• Work order: Using the listing below, keep only the lines with the word "Chartersville" and copy them.
§ §
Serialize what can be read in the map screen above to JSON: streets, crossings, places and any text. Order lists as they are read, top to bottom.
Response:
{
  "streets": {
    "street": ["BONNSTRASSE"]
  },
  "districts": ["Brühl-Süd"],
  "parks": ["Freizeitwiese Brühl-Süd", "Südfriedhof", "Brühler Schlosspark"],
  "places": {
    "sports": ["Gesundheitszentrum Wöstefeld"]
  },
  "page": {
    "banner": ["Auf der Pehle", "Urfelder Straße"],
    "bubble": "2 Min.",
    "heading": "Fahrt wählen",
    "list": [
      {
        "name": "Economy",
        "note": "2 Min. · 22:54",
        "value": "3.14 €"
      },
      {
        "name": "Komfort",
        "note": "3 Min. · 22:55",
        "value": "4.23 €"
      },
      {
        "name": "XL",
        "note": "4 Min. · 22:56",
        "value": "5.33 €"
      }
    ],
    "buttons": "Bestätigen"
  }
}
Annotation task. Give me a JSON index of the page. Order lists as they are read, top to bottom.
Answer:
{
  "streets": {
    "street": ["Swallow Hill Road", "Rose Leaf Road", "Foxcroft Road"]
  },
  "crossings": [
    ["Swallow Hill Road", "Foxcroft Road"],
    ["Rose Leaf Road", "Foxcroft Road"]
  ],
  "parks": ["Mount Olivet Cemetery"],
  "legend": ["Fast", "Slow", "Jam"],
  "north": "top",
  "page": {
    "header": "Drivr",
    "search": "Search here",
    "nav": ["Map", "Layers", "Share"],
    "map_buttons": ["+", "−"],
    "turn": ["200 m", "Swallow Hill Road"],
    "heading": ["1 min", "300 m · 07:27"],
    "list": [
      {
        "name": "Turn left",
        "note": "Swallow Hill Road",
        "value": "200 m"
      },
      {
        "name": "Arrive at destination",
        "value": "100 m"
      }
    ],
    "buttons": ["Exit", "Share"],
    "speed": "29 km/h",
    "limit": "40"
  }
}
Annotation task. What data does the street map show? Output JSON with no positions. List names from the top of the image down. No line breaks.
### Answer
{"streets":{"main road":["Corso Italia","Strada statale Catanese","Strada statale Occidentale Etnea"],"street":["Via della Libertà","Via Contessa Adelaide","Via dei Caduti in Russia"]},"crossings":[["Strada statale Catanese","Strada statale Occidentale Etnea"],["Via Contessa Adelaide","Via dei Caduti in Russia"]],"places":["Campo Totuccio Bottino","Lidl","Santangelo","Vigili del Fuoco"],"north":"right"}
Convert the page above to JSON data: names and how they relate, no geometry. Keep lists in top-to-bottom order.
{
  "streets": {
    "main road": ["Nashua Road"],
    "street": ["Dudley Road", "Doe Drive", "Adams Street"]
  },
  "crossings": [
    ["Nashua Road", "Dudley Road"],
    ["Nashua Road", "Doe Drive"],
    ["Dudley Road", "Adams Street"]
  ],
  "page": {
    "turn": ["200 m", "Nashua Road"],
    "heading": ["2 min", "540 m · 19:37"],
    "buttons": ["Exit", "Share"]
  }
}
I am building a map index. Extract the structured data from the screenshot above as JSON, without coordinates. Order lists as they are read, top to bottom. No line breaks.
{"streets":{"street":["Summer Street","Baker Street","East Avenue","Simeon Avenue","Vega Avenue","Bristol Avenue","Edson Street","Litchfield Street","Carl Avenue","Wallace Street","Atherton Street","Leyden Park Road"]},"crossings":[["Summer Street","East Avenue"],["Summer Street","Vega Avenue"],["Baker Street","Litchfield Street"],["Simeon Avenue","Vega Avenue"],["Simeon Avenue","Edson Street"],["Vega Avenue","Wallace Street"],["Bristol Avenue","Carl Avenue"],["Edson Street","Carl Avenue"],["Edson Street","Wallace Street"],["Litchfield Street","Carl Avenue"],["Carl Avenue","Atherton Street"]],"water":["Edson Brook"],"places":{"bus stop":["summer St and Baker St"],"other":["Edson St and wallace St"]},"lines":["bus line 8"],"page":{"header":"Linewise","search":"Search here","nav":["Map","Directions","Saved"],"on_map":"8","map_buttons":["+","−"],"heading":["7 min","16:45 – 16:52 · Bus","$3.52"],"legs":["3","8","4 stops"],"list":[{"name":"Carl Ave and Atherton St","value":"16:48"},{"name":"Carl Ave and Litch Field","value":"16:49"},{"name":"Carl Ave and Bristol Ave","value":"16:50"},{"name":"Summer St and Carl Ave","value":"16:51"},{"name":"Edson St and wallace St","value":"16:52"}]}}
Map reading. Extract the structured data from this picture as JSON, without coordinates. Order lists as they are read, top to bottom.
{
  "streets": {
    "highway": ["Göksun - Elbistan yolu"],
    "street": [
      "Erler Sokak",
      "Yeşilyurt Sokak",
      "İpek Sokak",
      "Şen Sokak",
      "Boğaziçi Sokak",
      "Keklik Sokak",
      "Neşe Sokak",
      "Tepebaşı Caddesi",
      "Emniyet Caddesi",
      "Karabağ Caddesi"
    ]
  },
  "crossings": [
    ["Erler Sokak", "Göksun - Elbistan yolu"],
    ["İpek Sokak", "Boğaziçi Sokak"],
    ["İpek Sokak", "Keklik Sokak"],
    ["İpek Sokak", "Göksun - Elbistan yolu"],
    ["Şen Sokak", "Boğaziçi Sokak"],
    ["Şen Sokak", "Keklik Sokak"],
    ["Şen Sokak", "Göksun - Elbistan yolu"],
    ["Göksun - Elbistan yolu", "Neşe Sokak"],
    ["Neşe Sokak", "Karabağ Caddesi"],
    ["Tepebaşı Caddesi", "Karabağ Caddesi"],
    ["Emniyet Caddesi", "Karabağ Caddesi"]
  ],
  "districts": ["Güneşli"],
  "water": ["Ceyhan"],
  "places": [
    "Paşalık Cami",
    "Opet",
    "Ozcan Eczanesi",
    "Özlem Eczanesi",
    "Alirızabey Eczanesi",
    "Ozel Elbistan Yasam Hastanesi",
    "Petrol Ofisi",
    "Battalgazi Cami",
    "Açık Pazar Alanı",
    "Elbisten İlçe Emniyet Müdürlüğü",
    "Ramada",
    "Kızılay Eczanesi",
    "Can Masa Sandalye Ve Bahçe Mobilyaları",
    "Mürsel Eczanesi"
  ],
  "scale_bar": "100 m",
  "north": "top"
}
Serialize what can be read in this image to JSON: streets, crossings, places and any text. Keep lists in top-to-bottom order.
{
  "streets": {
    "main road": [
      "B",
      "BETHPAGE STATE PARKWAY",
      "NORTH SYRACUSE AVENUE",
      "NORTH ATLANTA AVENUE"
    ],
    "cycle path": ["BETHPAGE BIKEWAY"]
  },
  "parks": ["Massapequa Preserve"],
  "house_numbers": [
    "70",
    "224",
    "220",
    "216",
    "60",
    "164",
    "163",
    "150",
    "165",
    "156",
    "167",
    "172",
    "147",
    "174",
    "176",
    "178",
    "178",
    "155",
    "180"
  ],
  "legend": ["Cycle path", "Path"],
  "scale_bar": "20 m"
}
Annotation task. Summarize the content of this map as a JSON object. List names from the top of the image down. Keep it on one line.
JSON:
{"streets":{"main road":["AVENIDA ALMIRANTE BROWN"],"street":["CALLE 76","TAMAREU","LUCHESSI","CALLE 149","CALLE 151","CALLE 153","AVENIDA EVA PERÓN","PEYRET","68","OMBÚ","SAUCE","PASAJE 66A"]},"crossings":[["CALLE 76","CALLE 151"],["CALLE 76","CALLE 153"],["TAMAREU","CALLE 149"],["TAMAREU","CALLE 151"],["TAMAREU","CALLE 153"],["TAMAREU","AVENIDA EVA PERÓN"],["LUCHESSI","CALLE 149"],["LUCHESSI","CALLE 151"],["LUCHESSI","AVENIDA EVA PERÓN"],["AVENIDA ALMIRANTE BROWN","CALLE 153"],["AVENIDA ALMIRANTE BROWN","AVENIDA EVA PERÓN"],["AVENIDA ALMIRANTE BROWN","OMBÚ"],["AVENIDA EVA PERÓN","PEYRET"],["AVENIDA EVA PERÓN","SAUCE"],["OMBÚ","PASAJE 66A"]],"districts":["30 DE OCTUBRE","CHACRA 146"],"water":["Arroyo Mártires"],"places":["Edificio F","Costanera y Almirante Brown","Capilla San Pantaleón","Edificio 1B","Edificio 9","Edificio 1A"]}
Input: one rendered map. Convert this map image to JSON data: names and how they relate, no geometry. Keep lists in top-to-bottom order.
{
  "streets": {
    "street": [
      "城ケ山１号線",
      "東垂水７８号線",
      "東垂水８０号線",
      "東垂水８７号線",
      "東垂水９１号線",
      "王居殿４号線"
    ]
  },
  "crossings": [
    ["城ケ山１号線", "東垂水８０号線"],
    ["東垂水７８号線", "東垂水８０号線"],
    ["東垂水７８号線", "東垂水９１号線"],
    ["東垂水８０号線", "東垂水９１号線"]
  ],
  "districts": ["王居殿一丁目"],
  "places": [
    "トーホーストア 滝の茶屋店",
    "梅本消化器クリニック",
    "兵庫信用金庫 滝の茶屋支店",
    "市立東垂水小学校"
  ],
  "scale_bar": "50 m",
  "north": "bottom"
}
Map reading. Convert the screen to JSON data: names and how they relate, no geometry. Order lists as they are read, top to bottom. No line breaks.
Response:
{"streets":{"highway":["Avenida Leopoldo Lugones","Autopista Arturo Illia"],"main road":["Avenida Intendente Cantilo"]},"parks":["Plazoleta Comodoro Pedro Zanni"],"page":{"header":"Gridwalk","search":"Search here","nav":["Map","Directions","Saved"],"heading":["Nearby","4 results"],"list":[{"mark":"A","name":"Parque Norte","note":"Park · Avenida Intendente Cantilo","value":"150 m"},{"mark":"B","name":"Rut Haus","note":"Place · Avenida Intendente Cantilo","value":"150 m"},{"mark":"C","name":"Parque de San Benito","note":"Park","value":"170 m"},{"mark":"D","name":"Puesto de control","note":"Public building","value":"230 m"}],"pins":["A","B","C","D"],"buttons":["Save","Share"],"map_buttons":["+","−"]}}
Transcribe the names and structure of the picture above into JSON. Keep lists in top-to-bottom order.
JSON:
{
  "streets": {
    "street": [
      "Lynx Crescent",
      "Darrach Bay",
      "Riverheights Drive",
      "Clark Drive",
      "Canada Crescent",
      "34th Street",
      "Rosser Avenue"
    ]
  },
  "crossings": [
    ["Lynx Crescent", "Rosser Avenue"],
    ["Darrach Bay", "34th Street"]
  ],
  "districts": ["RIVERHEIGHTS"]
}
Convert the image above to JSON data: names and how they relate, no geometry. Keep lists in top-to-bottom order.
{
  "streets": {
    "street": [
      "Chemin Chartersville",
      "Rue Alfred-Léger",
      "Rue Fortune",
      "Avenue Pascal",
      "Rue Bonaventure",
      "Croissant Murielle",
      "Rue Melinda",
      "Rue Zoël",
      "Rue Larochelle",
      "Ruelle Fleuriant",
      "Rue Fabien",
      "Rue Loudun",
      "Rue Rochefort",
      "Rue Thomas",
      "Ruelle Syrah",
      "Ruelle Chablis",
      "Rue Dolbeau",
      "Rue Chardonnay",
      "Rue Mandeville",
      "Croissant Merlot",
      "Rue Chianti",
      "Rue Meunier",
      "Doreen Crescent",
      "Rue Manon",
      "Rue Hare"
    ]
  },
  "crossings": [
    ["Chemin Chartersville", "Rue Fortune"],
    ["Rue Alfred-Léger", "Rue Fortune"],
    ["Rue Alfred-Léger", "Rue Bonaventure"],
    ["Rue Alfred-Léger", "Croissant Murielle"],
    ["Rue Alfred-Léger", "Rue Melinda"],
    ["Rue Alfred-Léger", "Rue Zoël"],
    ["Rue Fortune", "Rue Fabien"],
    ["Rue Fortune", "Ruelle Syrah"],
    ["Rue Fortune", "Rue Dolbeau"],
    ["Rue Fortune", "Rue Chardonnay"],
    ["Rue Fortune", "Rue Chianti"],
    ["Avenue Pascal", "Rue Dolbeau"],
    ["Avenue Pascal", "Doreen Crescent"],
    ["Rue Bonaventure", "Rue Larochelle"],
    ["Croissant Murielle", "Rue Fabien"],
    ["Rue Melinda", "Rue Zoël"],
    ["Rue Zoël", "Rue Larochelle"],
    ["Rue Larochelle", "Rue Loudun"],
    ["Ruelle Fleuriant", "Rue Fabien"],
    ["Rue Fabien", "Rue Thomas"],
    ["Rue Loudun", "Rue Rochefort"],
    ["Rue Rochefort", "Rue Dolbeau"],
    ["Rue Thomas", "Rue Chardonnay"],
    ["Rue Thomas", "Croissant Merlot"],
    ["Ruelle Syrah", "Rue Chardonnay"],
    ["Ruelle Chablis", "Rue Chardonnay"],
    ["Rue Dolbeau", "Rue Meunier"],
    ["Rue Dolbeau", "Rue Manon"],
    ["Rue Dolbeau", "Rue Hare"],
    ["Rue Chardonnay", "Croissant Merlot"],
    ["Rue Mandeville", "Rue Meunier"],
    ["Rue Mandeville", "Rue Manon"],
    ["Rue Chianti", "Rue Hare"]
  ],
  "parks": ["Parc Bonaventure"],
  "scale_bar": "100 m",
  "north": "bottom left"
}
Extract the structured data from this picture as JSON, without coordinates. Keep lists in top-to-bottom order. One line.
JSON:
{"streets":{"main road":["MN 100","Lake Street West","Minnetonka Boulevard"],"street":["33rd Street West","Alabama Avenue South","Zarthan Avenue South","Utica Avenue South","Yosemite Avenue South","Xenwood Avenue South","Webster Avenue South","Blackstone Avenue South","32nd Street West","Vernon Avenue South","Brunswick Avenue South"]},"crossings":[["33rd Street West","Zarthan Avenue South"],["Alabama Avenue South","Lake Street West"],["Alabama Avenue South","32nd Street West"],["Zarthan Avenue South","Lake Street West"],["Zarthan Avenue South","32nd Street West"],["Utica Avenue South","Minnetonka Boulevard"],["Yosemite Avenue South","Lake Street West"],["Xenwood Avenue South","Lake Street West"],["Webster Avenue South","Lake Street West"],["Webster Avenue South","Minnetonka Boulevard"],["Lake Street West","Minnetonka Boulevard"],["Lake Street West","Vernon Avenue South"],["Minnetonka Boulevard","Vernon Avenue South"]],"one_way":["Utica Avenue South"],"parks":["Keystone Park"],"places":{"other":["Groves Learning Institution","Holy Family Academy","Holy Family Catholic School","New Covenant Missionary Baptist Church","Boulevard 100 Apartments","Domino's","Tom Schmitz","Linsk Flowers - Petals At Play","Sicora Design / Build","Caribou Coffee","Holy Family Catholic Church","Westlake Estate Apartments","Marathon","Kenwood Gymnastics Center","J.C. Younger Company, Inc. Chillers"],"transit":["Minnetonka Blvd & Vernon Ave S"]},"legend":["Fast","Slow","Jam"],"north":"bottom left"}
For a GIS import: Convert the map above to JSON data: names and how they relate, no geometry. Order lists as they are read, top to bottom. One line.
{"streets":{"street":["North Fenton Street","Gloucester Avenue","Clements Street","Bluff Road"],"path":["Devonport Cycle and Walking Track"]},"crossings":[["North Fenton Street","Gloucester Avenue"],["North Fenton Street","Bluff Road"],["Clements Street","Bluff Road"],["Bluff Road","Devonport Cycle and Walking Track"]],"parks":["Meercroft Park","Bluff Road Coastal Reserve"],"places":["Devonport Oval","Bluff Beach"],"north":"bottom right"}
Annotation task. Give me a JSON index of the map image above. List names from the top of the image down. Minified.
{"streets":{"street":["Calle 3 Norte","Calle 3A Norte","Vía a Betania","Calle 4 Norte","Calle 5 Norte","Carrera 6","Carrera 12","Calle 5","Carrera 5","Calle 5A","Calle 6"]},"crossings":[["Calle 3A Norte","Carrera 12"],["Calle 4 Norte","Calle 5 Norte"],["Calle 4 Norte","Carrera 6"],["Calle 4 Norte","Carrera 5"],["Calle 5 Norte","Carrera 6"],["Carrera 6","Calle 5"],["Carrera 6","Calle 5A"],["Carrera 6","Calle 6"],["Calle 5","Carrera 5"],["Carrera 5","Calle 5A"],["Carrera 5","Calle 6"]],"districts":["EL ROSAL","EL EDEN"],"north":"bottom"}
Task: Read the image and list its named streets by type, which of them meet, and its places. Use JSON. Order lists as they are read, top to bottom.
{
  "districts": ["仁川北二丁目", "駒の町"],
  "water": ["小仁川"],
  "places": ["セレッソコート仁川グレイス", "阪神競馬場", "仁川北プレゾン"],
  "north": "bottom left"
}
§ §
• Exercise result:
      "Chemin Chartersville",
    ["Chemin Chartersville", "Rue Fortune"],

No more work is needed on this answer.